■ EXERCISE: In the records below, tally every line containing "Keep". Report only the total.

■ DATASET CONTENT:
- Opening Delimiter -
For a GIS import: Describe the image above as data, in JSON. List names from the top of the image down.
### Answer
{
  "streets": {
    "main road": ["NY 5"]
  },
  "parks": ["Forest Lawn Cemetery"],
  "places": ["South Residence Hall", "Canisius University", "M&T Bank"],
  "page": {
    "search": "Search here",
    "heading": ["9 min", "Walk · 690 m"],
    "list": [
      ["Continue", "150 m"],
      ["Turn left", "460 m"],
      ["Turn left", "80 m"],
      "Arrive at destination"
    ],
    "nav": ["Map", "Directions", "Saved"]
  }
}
- Closing Delimiter -
- Opening Delimiter -
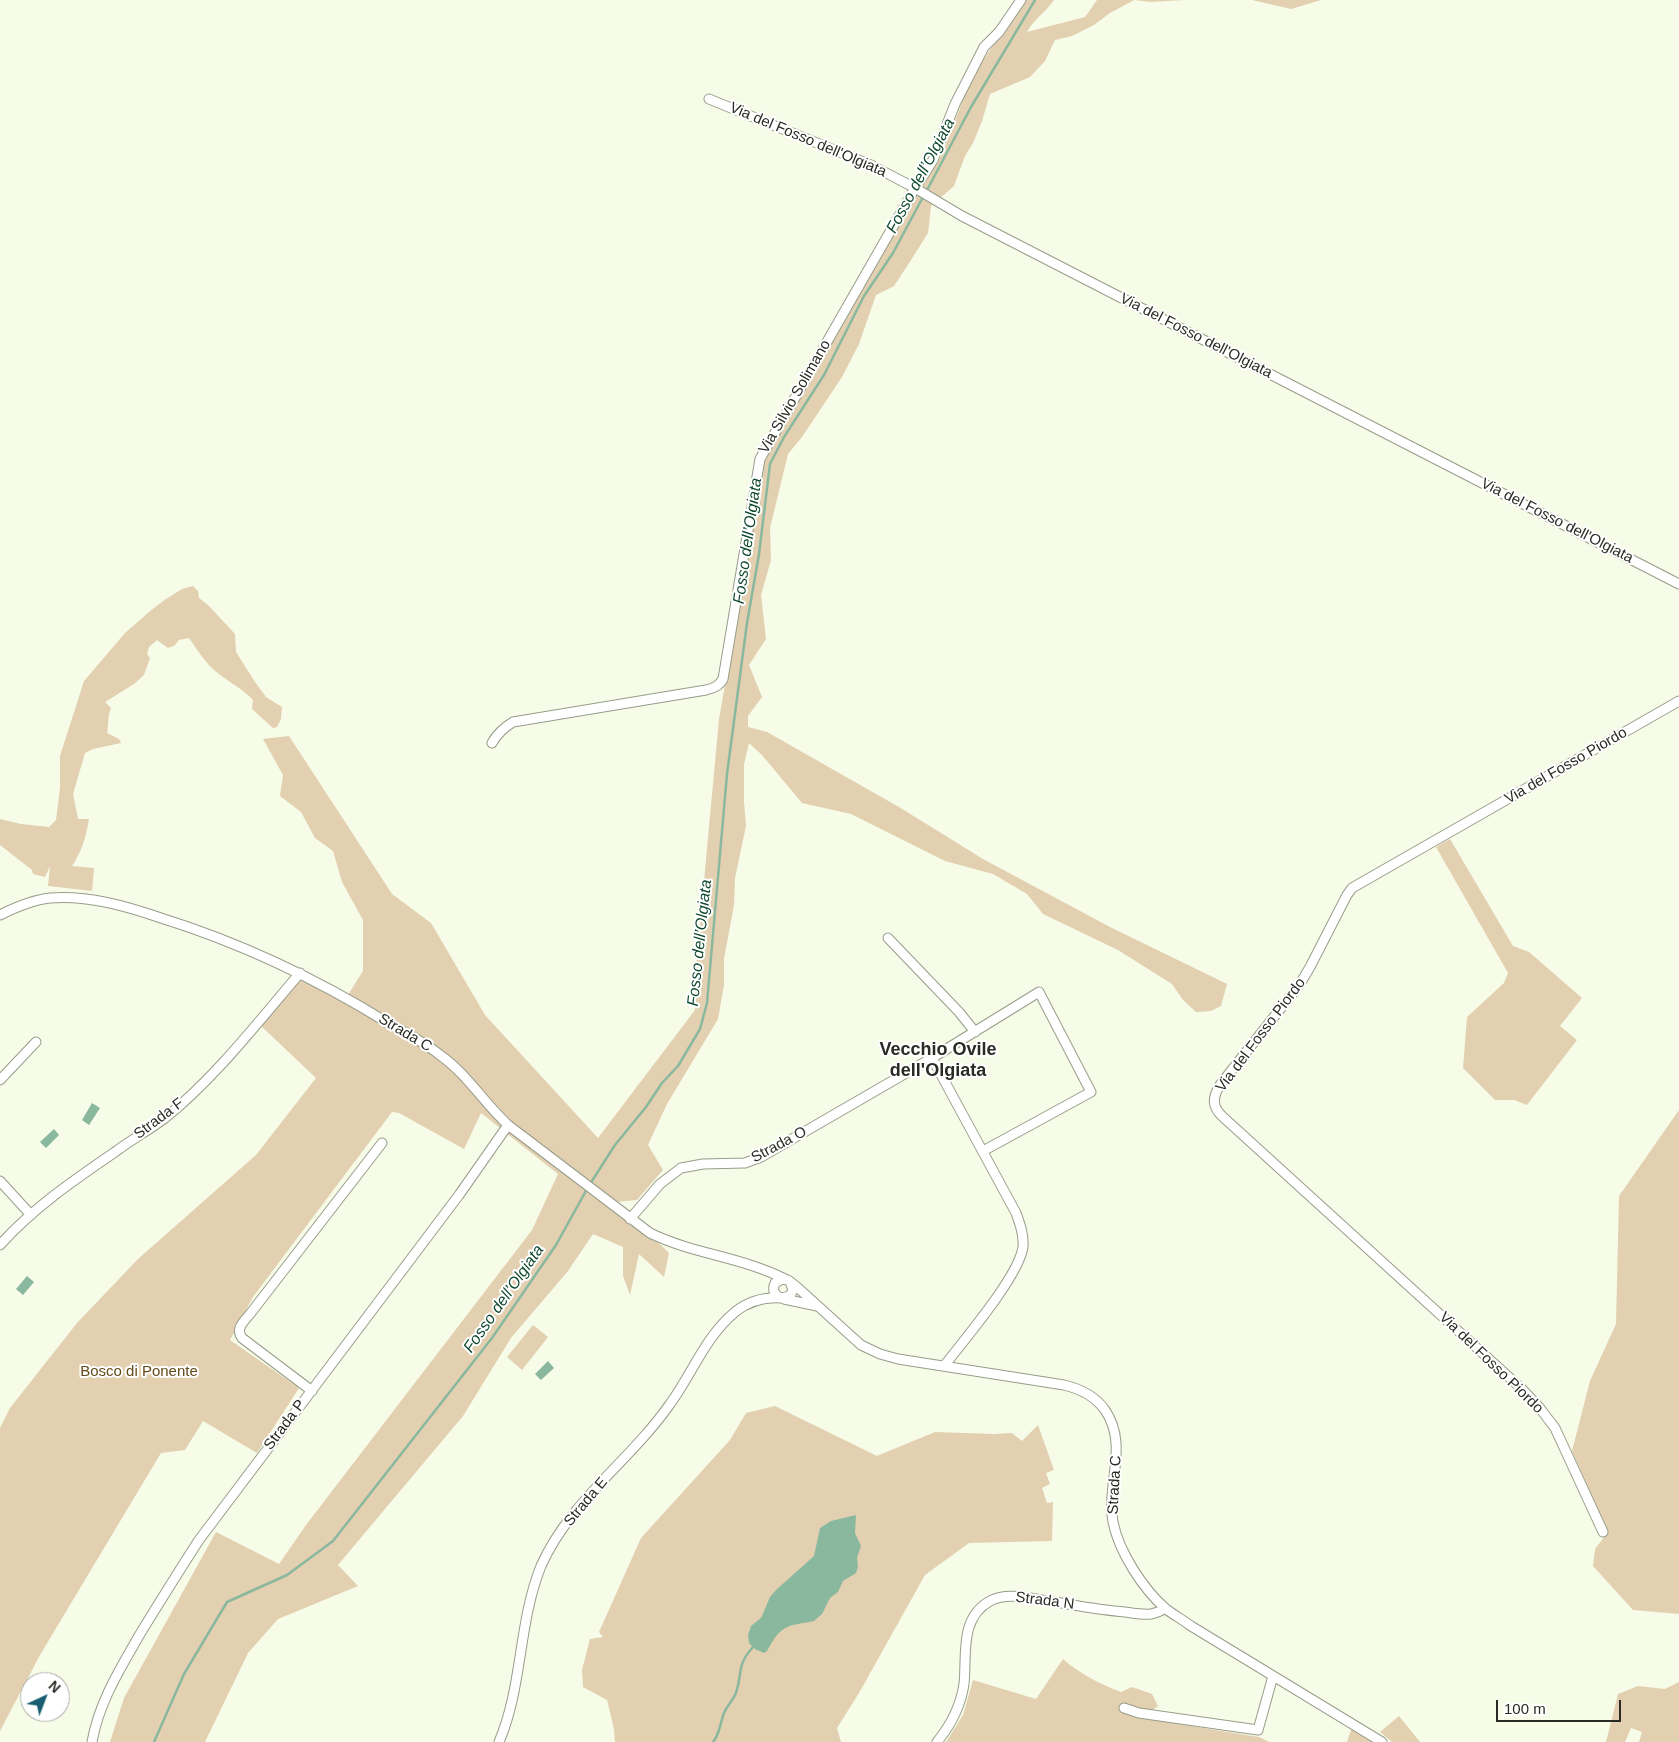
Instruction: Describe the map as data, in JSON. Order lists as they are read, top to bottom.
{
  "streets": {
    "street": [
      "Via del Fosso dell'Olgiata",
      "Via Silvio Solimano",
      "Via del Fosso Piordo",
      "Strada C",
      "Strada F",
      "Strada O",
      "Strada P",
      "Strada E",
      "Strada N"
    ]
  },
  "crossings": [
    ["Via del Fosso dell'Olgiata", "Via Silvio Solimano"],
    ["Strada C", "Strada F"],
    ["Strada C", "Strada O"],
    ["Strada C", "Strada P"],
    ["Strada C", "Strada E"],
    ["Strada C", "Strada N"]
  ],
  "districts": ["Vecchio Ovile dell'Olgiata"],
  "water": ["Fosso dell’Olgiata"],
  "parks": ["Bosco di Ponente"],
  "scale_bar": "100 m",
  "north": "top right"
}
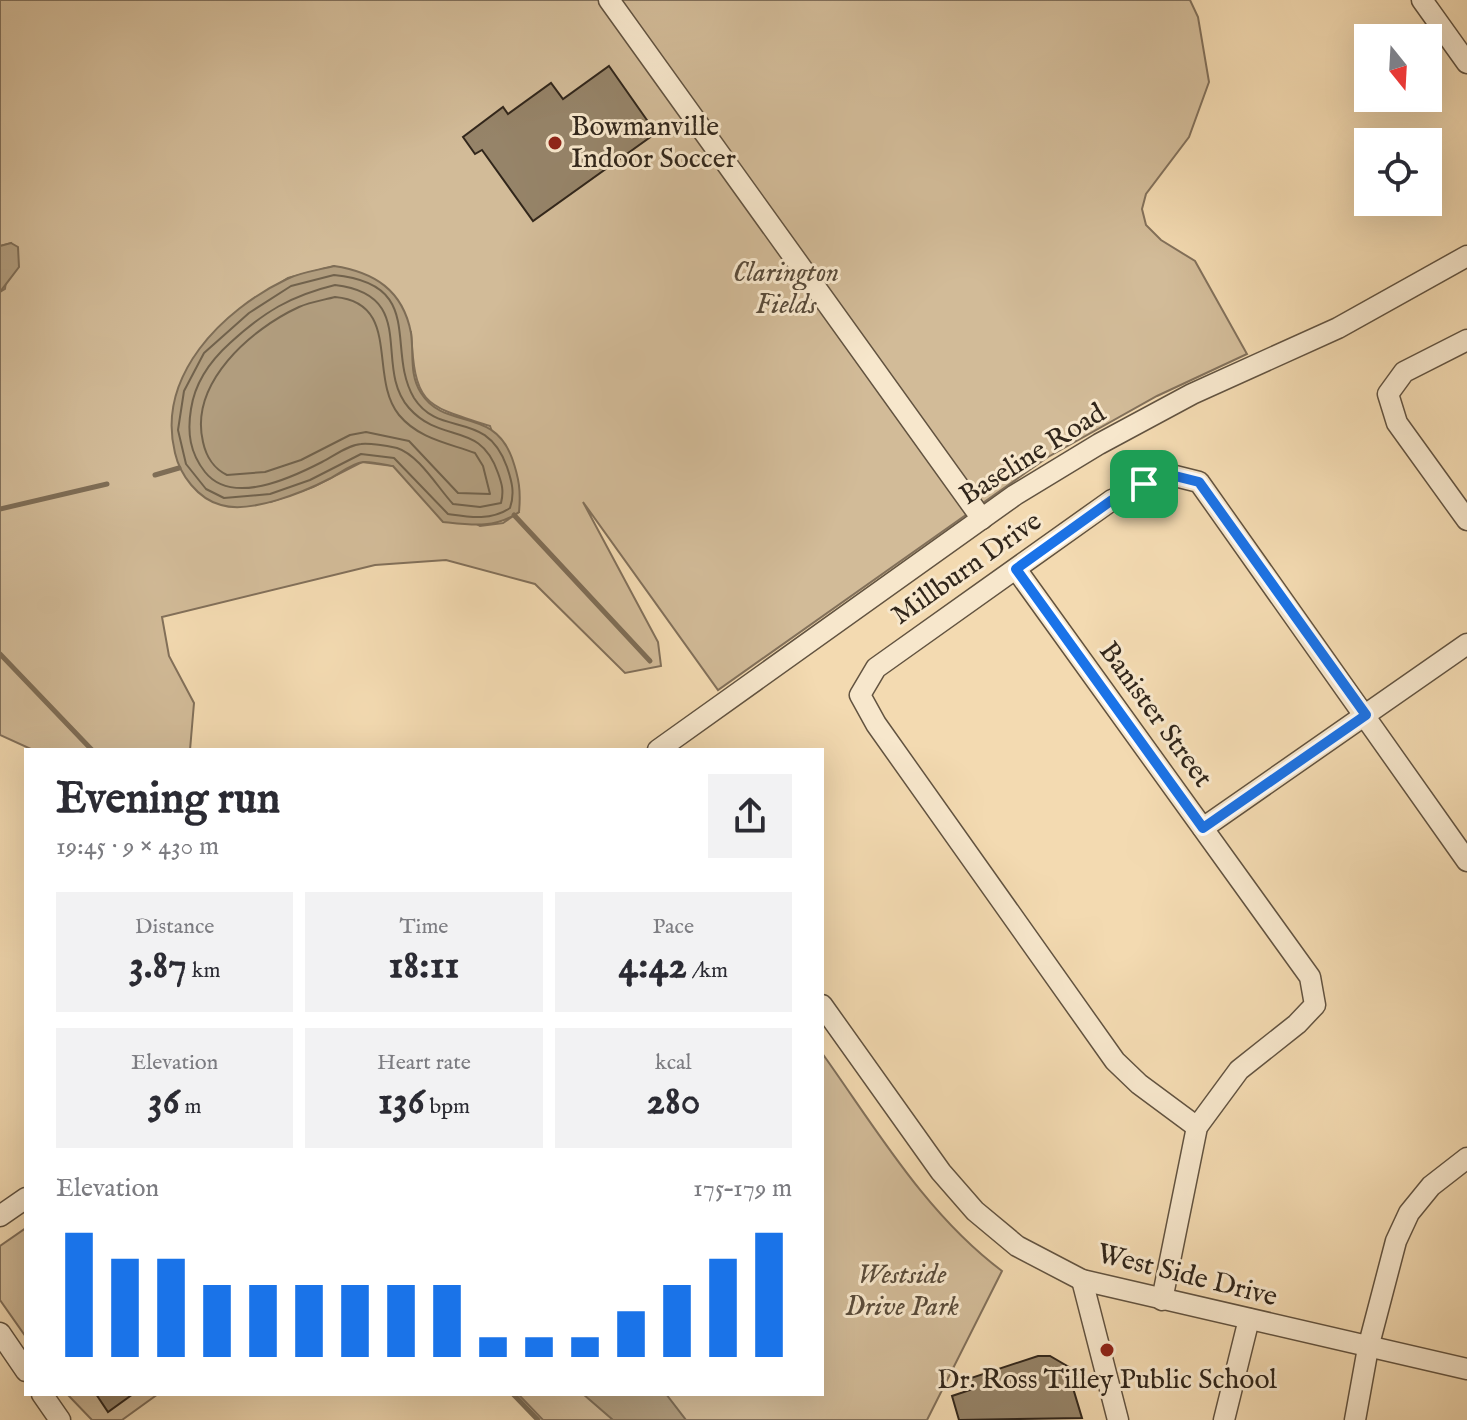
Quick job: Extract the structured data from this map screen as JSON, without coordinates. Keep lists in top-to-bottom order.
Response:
- Closing Delimiter -
- Opening Delimiter -
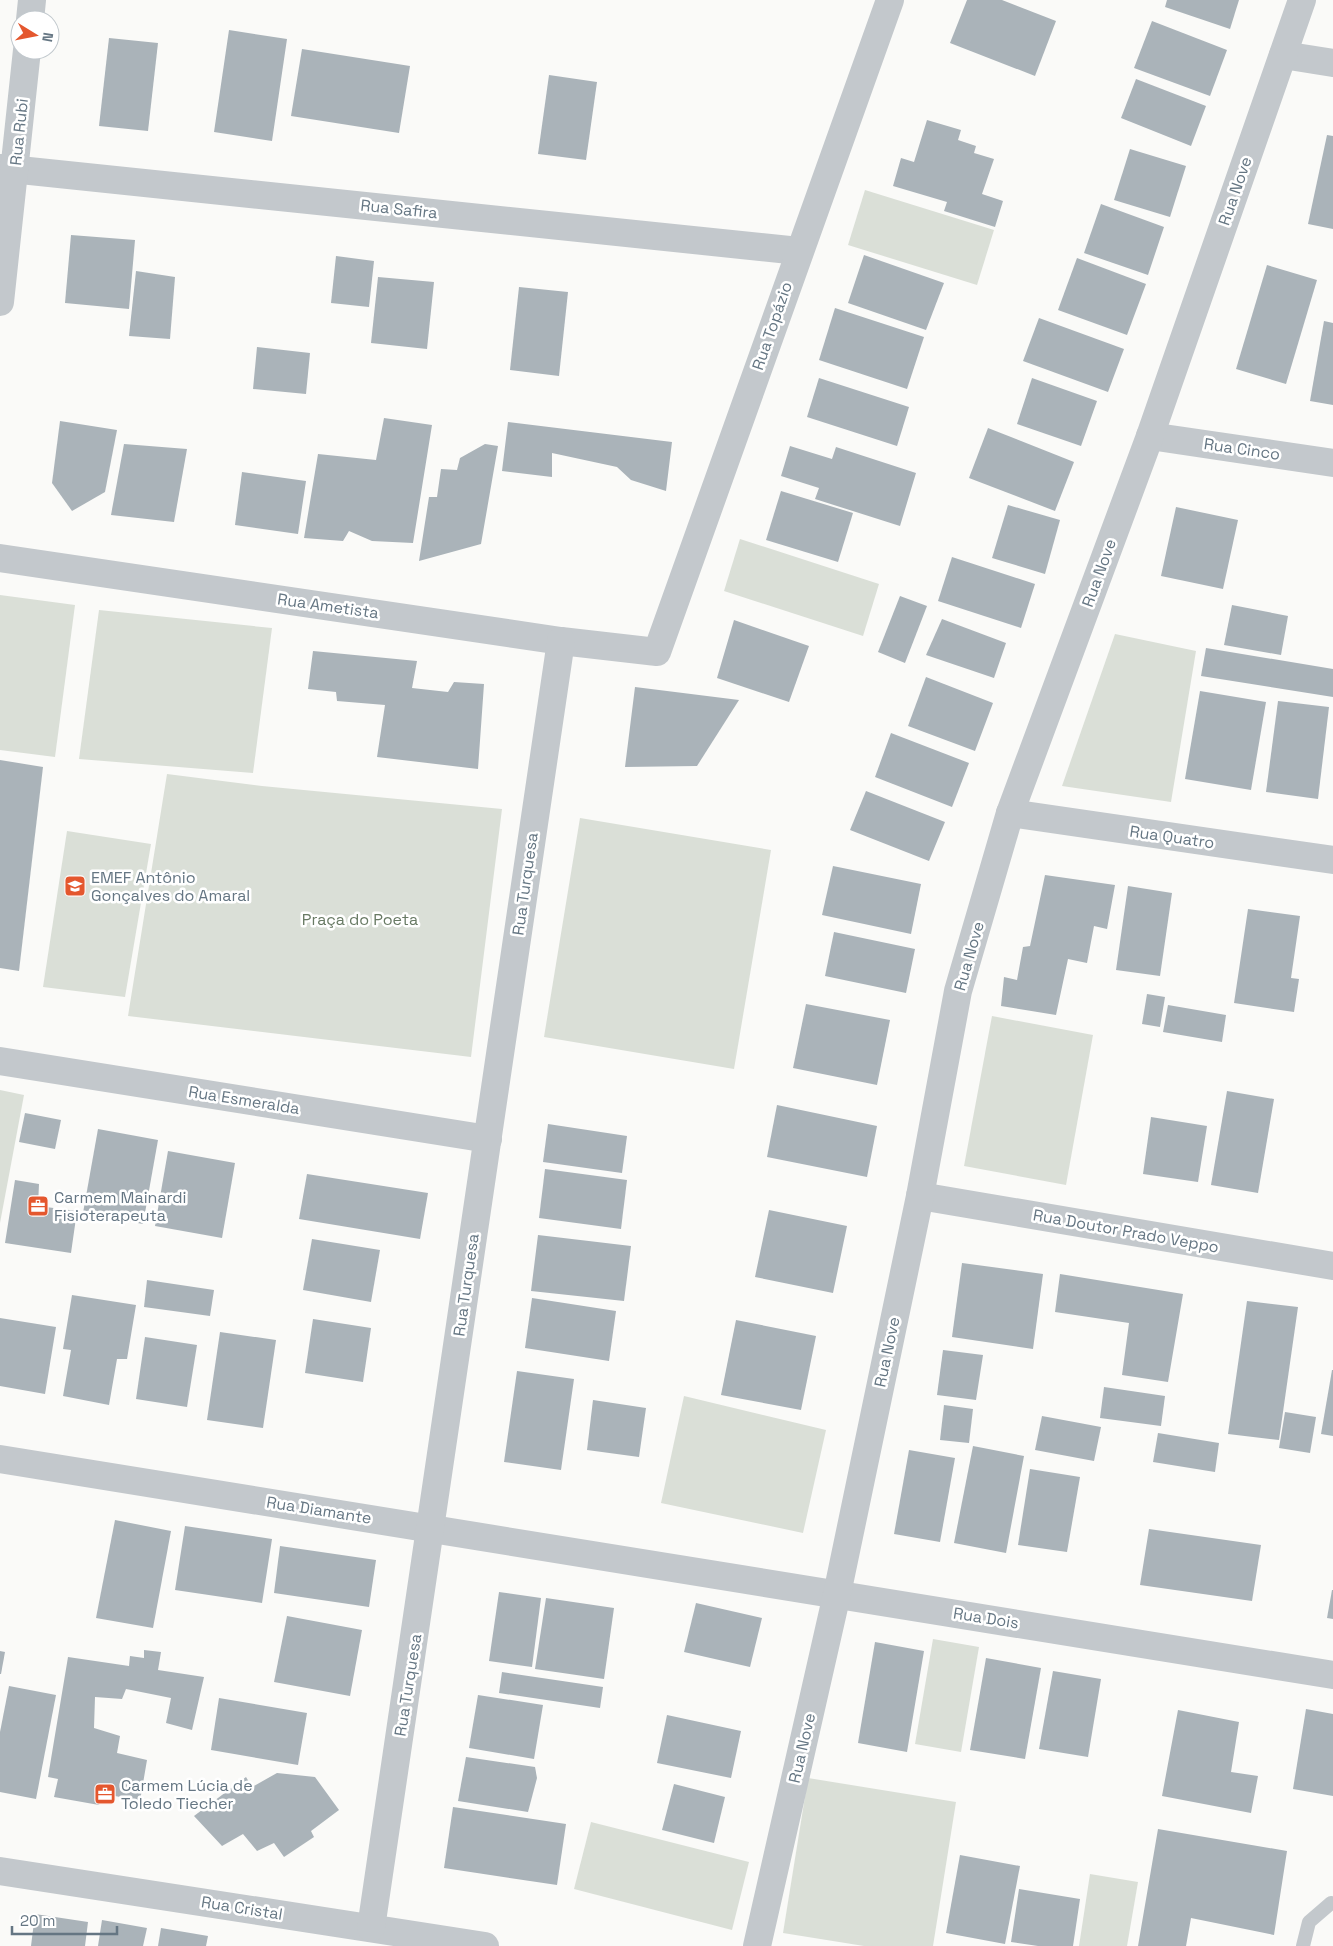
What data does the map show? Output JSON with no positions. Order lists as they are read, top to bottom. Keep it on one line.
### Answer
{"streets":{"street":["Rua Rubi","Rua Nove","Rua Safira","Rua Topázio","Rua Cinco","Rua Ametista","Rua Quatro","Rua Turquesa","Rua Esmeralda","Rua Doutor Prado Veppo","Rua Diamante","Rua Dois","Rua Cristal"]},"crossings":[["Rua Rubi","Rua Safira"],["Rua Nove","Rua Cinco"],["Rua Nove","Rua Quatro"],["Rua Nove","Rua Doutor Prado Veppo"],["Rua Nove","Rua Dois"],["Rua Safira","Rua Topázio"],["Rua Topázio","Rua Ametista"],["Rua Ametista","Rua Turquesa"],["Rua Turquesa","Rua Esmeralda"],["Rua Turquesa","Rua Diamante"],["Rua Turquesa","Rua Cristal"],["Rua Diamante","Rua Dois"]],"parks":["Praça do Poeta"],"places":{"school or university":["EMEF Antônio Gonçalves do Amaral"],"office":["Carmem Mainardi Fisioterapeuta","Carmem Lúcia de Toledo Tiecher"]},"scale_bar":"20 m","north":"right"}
- Closing Delimiter -
■ SOLUTION TO THE EXERCISE: 2